BACKGROUND: Management of proctitis refractory to conventional therapies presents a common clinical problem. The use of acetarsol suppositories, which are derived from organic arsenic, was first described in 1965. Data concerning clinical efficacy and tolerability are very limited. AIM: To examine the efficacy of acetarsol suppositories for the treatment of refractory proctitis. METHODS: A retrospective analysis was performed on patients with inflammatory bowel disease treated with acetarsol suppositories between 2008 and 2014 at Addenbrooke's Hospital, Cambridge, United Kingdom. Clinical response was defined as resolution of symptoms back to baseline at the time of next clinic review. RESULTS: Thirty-nine patients were prescribed acetarsol suppositories between March 2008 and July 2014 (29 patients with ulcerative colitis, nine with Crohn's disease, and one with indeterminate colitis). Thirty-eight were included for analysis. The standard dose of acetarsol was 250 mg twice daily per rectum for 4 weeks. Clinical response was observed in 26 patients (68%). Of the 11 patients who had endoscopic assessment before and after treatment, nine (82%) showed endoscopic improvement and five (45%) were in complete remission (Wilcoxon signed-rank test p = 0.006).
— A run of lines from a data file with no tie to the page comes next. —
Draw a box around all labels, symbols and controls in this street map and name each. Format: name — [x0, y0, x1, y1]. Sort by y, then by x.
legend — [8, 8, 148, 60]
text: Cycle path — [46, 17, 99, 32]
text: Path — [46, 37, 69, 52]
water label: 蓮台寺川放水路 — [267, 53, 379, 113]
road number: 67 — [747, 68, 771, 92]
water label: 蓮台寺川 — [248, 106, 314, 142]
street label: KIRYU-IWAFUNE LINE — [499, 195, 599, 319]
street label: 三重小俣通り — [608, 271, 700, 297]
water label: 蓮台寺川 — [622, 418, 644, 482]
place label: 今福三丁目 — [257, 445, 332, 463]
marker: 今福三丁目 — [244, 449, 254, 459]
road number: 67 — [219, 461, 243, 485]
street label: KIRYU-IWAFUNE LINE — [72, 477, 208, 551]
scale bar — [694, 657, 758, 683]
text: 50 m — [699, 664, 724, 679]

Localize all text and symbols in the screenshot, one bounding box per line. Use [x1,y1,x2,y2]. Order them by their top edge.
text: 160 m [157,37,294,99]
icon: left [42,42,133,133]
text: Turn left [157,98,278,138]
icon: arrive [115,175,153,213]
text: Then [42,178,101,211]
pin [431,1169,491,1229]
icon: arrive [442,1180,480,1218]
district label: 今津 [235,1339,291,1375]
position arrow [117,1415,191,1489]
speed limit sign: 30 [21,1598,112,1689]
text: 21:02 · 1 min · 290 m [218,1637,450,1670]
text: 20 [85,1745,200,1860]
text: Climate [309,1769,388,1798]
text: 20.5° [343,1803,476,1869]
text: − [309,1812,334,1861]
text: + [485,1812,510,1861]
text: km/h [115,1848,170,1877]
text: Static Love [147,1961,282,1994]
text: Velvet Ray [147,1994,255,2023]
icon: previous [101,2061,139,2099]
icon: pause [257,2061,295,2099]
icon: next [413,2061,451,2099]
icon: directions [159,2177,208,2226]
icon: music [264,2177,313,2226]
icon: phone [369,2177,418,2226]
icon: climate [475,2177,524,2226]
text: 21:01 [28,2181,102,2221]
One patient developed a macular skin rash 1 week after commencing acetarsol, which resolved within 4 weeks of drug cessation. CONCLUSION: Acetarsol was effective for two out of every three patients with refractory proctitis. This cohort had failed a broad range of topical and systemic treatments, including anti-TNFα therapy. Clinical efficacy was reflected in significant endoscopic improvement. Adverse effects of acetarsol were rare.